By Gayane Abrahamyan
ArmeniaNow.com reporter, reporting from Istanbul, Turkey
According to the Turkish military police force, 25-year-old Sevak Shahin Balikci was hit by a bullet fired as a result of a fellow soldier’s mishandling his weapon.
The General Command of the Turkish Gendarmerie issued a statement earlier this week in connection with the serviceman’s controversial death on the day when Armenians around the world commemorated the victims of the Ottoman-era massacres. It said a soldier, who was Balikci’s close friend, accidentally pulled the trigger of an automatic weapon while playing with it, thus shooting in the direction of his fellow servicemen repairing a barbed wire damaged through a torrential rain. As a result, Balikci was fatally wounded in the abdomen and could not be saved by doctors after being rushed to hospital.
The ceremony at the Armenian church of the Sisli district of Istanbul had attracted about a thousand people, including Balikci’s fellow servicemen and commanders, who came to pay their last respects to the memory of the Armenian who lay in state wrapped in a Turkish flag.
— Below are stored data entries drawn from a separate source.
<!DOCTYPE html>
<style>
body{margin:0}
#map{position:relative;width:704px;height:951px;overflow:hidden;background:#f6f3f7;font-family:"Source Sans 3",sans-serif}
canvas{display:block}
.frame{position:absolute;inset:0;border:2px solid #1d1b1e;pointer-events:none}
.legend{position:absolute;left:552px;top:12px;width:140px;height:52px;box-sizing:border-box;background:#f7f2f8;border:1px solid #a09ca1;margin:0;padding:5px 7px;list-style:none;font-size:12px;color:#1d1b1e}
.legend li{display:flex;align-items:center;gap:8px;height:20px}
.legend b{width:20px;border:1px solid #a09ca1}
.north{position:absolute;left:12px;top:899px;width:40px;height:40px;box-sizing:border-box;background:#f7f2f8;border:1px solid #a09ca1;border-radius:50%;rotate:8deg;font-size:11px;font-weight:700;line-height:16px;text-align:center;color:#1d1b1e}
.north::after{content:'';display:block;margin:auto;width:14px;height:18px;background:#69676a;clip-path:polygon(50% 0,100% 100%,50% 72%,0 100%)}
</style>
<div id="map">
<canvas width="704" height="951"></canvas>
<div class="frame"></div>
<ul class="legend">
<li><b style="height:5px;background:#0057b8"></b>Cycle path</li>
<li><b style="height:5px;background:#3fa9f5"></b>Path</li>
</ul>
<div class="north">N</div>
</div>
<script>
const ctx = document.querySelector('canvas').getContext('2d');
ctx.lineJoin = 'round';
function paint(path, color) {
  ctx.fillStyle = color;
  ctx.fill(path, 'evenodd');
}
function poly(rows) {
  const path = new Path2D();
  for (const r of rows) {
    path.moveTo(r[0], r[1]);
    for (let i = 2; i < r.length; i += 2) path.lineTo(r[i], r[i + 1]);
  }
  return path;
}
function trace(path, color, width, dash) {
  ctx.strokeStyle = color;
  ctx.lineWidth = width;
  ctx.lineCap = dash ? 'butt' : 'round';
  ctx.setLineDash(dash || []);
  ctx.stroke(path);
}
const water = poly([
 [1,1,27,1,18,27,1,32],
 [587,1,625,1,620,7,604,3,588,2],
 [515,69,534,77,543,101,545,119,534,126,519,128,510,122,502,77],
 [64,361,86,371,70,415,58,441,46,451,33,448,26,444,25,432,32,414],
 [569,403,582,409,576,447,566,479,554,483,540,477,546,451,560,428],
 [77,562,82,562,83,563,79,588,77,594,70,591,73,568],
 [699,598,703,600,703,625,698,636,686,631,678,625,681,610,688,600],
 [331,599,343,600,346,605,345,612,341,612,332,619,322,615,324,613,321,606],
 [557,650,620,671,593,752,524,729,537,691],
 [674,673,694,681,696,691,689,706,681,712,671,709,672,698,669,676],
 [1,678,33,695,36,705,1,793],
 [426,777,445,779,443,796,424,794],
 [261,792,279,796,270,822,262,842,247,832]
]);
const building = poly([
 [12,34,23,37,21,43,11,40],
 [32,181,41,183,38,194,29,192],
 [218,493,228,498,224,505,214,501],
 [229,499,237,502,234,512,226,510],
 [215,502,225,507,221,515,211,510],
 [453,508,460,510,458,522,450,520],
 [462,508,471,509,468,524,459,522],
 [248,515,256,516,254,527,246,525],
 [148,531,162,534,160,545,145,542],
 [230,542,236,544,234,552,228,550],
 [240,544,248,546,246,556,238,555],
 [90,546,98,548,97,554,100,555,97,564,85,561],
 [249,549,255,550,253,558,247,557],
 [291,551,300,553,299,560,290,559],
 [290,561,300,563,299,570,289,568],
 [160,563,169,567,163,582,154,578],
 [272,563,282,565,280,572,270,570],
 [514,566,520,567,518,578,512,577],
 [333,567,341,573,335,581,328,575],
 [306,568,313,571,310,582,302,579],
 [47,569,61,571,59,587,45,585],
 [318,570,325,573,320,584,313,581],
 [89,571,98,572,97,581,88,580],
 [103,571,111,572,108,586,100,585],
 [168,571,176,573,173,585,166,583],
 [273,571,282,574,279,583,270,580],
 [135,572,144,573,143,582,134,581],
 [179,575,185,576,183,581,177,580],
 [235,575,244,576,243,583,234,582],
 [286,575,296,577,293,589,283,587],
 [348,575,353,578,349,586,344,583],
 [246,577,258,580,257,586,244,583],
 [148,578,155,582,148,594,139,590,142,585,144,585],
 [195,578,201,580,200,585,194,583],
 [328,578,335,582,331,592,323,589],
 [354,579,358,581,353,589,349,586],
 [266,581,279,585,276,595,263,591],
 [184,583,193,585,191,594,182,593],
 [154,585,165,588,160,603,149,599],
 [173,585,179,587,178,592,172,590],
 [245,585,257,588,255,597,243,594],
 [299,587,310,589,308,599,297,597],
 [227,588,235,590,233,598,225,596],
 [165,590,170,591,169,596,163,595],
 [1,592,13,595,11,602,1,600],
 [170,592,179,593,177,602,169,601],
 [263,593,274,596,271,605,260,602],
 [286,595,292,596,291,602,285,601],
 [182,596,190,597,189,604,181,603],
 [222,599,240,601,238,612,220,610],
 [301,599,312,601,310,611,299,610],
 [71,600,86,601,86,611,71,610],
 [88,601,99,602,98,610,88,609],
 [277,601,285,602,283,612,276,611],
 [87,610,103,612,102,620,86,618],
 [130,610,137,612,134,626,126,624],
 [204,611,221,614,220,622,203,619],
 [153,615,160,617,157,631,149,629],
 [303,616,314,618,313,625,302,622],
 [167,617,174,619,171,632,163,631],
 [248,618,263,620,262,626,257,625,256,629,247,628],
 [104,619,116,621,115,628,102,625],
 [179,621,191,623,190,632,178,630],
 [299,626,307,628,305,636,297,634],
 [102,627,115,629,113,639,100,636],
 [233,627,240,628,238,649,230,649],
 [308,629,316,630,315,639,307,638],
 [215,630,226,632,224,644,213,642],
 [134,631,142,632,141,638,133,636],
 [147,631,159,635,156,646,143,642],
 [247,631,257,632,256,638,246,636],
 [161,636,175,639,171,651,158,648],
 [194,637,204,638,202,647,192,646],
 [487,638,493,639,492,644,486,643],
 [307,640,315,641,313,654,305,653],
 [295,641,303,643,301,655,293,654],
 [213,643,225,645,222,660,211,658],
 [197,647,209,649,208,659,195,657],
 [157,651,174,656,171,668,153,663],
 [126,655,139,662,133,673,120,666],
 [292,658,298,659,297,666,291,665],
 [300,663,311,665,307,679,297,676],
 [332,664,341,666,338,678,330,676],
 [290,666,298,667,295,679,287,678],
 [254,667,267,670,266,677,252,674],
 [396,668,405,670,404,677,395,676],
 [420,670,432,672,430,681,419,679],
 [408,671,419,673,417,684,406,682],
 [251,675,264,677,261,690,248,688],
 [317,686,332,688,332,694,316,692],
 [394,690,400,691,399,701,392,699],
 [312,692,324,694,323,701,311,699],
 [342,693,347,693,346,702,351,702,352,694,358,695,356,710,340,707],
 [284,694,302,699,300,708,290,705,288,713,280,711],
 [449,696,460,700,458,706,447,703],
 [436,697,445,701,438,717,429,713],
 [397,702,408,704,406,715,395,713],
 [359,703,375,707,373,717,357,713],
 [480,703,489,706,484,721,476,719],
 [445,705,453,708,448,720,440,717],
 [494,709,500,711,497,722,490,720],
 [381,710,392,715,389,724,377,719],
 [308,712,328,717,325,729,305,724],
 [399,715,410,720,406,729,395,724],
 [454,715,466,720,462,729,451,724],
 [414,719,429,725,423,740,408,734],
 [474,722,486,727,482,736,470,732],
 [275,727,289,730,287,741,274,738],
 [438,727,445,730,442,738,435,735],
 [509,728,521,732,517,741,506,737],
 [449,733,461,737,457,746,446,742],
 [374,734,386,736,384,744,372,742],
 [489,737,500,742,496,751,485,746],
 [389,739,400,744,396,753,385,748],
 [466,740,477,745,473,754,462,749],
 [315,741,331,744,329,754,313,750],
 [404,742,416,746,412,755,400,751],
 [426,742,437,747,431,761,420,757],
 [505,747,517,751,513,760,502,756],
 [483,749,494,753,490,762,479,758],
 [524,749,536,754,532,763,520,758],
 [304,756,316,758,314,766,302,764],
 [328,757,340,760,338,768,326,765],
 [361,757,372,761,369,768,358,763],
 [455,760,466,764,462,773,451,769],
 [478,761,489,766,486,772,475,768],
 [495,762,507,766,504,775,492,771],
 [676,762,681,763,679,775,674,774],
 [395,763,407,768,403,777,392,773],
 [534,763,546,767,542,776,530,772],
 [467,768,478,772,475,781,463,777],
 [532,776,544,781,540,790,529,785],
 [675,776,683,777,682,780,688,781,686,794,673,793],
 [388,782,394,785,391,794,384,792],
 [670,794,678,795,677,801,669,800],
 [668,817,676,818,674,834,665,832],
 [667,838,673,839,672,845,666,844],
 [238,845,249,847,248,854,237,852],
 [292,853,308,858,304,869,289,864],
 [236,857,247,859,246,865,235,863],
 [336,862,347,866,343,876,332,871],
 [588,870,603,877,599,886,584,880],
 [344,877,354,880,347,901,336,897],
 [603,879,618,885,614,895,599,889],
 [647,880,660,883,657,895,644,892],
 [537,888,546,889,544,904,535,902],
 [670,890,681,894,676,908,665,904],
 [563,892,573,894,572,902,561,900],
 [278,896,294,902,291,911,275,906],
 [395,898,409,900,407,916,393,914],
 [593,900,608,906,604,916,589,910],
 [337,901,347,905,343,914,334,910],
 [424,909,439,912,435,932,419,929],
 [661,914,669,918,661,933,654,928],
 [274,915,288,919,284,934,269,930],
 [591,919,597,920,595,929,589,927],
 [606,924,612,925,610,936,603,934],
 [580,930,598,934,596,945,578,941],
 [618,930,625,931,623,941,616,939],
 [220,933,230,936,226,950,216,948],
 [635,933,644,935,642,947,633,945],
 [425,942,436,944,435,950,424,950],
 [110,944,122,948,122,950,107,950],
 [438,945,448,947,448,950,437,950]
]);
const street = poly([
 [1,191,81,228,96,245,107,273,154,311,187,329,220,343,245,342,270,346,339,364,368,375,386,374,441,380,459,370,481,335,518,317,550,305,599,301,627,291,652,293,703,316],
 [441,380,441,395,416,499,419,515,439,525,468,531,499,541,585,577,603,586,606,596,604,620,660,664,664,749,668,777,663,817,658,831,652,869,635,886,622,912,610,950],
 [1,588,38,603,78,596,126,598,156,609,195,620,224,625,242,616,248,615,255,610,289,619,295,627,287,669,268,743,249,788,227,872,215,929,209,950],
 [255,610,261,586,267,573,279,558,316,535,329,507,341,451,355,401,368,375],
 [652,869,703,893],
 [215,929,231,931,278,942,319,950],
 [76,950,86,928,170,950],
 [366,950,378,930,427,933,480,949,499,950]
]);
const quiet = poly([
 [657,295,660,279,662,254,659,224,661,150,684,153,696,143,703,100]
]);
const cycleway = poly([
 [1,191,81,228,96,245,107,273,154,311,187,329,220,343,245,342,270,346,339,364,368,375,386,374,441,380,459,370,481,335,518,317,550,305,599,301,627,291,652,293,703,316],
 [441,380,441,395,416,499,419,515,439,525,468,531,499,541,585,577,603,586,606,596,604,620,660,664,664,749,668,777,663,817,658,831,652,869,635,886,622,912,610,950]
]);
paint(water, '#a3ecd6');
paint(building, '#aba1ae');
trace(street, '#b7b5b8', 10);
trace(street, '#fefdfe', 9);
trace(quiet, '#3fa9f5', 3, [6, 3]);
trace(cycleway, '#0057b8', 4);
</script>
Both Armenians and Turks who had gathered for the occasion had pictures of the 25-year-old pinned to their chests, many said they went though emotions similar to those they had on the day of the assassination of Turkish-Armenian journalist and minority rights champion Hrant Dink in January 2007. But still they stressed Sevak’s is likely to have been an accidental death.
Still Sevak’s father couldn’t check his emotions and was bitterly crying for his only son at the funeral, repeatedly saying in Turkish: “They’ve slaughtered my son”.
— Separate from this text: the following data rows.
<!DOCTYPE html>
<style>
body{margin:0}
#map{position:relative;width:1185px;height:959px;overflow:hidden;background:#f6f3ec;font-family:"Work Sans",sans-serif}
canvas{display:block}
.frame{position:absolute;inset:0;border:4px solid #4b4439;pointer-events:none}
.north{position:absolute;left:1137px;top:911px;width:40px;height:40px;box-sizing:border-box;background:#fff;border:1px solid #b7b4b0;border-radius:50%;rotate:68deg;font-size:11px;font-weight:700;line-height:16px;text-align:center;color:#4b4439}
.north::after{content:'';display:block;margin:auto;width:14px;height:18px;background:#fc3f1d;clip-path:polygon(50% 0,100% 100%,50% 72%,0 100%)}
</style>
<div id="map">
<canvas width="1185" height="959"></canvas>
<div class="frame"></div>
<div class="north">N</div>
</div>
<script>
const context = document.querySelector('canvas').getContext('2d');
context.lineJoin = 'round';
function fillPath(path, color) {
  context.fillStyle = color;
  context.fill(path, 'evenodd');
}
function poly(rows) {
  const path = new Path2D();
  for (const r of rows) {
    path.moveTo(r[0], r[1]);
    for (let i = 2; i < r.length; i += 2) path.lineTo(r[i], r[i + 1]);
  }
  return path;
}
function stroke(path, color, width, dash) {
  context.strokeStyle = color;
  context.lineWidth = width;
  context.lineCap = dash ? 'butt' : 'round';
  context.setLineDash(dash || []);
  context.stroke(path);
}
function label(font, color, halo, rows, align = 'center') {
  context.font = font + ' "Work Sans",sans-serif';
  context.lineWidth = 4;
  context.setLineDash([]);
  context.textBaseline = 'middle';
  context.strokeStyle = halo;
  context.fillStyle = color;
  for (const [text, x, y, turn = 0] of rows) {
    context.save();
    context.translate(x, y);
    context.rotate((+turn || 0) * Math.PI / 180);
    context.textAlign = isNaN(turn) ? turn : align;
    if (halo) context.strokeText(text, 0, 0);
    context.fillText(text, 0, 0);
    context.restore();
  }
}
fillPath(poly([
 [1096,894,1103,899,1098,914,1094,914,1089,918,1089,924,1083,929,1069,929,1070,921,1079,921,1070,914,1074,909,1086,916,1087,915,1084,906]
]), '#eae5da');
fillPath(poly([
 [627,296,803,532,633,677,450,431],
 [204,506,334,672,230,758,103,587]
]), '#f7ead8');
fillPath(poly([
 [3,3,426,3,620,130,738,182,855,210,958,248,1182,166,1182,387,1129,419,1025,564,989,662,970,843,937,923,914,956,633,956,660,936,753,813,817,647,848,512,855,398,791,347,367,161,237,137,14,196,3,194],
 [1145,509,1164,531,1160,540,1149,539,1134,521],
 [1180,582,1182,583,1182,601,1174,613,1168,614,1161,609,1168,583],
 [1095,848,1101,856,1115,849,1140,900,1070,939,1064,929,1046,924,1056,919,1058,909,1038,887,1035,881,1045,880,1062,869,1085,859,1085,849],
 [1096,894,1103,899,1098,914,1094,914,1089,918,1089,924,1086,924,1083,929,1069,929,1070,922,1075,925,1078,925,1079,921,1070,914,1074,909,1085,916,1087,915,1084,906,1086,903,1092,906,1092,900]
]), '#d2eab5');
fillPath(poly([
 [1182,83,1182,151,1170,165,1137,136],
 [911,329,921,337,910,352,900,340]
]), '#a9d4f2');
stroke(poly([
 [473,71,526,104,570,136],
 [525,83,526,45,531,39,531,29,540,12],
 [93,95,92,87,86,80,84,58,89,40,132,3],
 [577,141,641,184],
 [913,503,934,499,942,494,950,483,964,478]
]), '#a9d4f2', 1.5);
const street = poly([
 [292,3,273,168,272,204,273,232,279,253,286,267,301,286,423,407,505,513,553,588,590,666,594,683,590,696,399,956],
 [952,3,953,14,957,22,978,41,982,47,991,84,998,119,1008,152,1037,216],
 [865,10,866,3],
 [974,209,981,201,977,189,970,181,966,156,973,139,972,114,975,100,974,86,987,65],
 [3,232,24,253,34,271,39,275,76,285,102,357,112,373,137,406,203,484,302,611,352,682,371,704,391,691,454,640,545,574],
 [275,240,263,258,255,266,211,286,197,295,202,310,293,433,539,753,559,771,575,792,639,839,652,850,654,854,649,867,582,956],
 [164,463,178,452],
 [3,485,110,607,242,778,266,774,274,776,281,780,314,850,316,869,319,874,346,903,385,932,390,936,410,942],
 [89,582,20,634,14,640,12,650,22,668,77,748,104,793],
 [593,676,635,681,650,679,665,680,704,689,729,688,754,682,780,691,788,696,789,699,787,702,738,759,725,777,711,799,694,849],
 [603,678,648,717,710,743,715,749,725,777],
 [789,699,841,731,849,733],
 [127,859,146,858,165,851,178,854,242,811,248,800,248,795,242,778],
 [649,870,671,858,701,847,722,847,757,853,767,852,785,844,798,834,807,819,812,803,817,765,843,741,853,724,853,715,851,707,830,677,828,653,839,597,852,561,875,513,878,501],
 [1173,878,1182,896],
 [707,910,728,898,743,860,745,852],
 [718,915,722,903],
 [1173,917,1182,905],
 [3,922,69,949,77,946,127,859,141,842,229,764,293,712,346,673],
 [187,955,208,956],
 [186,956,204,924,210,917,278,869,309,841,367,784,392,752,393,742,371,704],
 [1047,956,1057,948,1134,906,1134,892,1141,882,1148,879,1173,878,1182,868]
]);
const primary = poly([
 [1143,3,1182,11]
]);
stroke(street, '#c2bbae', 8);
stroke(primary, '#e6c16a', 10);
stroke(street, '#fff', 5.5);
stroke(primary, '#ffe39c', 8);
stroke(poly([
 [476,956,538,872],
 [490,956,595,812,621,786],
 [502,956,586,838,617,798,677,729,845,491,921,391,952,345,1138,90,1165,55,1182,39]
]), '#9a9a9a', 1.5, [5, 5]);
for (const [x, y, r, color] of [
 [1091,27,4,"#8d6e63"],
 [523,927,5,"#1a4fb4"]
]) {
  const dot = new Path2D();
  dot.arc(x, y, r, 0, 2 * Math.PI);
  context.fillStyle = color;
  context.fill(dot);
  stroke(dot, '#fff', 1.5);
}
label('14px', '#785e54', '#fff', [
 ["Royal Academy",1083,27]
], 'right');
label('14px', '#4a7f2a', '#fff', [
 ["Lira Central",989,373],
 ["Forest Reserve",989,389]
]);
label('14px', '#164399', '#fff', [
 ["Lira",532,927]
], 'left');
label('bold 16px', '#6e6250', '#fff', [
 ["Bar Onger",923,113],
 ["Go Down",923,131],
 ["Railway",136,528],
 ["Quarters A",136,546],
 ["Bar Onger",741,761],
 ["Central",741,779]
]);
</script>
Most of the Armenians present at the funeral did not doubt the death was accidental.
“Well, in Armenia they like linking everything to April 24. How can we know what happened in reality? But what I know for sure is that the shooter was his friend,” a representative of the local Armenian community, who wished to remain anonymous, told ArmeniaNow.
The Armenian church was crowded this Wednesday afternoon, with high-ranking officers of the Turkish army alone occupying four rows. With their hats in the hands, they stood proudly, listening to an Armenian liturgy.
Numerous Turkish media had come to cover the requiem service for the ethnic Armenian soldier of the Turkish army, some television companies were carrying a live coverage of the event.
Raffi Hermon Araks, a prominent member of the community, described such great media interest in a soldier killed in the ranks in Turkey as “rare”.
Araks, who is a deputy of the district council of elders and a senior advisor to the mayor of Princes’ Islands, told ArmeniaNow: “Of course, I do not mean to say it as a consolation, but in the Turkish army as well as in all other armies in the world such incidents do happen. But this case generates more attention since it is impossible to overlook the fact that Sevak was an Armenian Christian and the killer was a Turk and that the killing took place on April 24. But it is meaningless to jump to conclusions now. It is too early yet.”